__TASK DETAILS__:
Nothing in the records may be changed; reproduce all of them.

DATA IN THIS EXERCISE Start Marker

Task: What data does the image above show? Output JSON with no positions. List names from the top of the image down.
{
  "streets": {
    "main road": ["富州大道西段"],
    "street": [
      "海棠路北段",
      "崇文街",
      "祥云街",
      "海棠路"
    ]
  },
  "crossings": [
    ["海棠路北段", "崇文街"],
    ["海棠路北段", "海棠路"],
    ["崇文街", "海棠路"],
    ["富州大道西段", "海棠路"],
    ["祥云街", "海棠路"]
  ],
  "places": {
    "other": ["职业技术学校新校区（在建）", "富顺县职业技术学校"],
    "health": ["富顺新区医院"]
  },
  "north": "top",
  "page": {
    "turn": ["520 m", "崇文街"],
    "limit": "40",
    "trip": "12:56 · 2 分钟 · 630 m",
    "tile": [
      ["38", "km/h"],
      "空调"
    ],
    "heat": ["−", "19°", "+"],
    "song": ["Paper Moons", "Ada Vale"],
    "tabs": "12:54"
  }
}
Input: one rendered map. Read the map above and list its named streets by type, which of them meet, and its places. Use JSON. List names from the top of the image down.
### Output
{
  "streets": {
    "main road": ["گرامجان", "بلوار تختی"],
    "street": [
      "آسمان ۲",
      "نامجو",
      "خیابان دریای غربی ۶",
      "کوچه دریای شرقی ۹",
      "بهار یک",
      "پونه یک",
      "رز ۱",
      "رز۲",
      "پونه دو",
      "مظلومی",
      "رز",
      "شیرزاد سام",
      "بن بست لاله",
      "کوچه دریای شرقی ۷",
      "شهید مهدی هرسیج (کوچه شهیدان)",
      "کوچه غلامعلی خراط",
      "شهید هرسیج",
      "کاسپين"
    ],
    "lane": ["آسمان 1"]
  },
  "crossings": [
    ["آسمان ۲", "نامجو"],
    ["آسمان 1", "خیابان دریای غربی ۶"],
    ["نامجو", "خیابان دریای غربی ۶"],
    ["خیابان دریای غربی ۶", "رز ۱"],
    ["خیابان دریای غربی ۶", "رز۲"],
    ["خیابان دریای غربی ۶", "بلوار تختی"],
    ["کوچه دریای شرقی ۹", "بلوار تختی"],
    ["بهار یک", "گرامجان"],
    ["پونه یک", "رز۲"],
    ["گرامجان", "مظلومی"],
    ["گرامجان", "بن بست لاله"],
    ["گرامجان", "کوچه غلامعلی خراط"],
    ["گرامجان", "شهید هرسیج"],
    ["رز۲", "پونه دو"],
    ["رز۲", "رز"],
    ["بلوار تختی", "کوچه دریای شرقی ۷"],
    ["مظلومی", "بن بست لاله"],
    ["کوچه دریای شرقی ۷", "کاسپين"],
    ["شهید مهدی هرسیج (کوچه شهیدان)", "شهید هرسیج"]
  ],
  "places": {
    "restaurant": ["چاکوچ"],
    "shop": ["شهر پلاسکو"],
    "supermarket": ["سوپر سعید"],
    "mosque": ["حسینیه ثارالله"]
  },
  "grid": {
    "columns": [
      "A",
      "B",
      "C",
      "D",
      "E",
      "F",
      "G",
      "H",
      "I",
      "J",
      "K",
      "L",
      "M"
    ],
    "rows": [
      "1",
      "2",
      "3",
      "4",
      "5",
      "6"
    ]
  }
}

DATA IN THIS EXERCISE End Marker

__ANSWER TO THIS TASK__:
Task: What data does the image above show? Output JSON with no positions. List names from the top of the image down.
{
  "streets": {
    "main road": ["富州大道西段"],
    "street": [
      "海棠路北段",
      "崇文街",
      "祥云街",
      "海棠路"
    ]
  },
  "crossings": [
    ["海棠路北段", "崇文街"],
    ["海棠路北段", "海棠路"],
    ["崇文街", "海棠路"],
    ["富州大道西段", "海棠路"],
    ["祥云街", "海棠路"]
  ],
  "places": {
    "other": ["职业技术学校新校区（在建）", "富顺县职业技术学校"],
    "health": ["富顺新区医院"]
  },
  "north": "top",
  "page": {
    "turn": ["520 m", "崇文街"],
    "limit": "40",
    "trip": "12:56 · 2 分钟 · 630 m",
    "tile": [
      ["38", "km/h"],
      "空调"
    ],
    "heat": ["−", "19°", "+"],
    "song": ["Paper Moons", "Ada Vale"],
    "tabs": "12:54"
  }
}
Input: one rendered map. Read the map above and list its named streets by type, which of them meet, and its places. Use JSON. List names from the top of the image down.
### Output
{
  "streets": {
    "main road": ["گرامجان", "بلوار تختی"],
    "street": [
      "آسمان ۲",
      "نامجو",
      "خیابان دریای غربی ۶",
      "کوچه دریای شرقی ۹",
      "بهار یک",
      "پونه یک",
      "رز ۱",
      "رز۲",
      "پونه دو",
      "مظلومی",
      "رز",
      "شیرزاد سام",
      "بن بست لاله",
      "کوچه دریای شرقی ۷",
      "شهید مهدی هرسیج (کوچه شهیدان)",
      "کوچه غلامعلی خراط",
      "شهید هرسیج",
      "کاسپين"
    ],
    "lane": ["آسمان 1"]
  },
  "crossings": [
    ["آسمان ۲", "نامجو"],
    ["آسمان 1", "خیابان دریای غربی ۶"],
    ["نامجو", "خیابان دریای غربی ۶"],
    ["خیابان دریای غربی ۶", "رز ۱"],
    ["خیابان دریای غربی ۶", "رز۲"],
    ["خیابان دریای غربی ۶", "بلوار تختی"],
    ["کوچه دریای شرقی ۹", "بلوار تختی"],
    ["بهار یک", "گرامجان"],
    ["پونه یک", "رز۲"],
    ["گرامجان", "مظلومی"],
    ["گرامجان", "بن بست لاله"],
    ["گرامجان", "کوچه غلامعلی خراط"],
    ["گرامجان", "شهید هرسیج"],
    ["رز۲", "پونه دو"],
    ["رز۲", "رز"],
    ["بلوار تختی", "کوچه دریای شرقی ۷"],
    ["مظلومی", "بن بست لاله"],
    ["کوچه دریای شرقی ۷", "کاسپين"],
    ["شهید مهدی هرسیج (کوچه شهیدان)", "شهید هرسیج"]
  ],
  "places": {
    "restaurant": ["چاکوچ"],
    "shop": ["شهر پلاسکو"],
    "supermarket": ["سوپر سعید"],
    "mosque": ["حسینیه ثارالله"]
  },
  "grid": {
    "columns": [
      "A",
      "B",
      "C",
      "D",
      "E",
      "F",
      "G",
      "H",
      "I",
      "J",
      "K",
      "L",
      "M"
    ],
    "rows": [
      "1",
      "2",
      "3",
      "4",
      "5",
      "6"
    ]
  }
}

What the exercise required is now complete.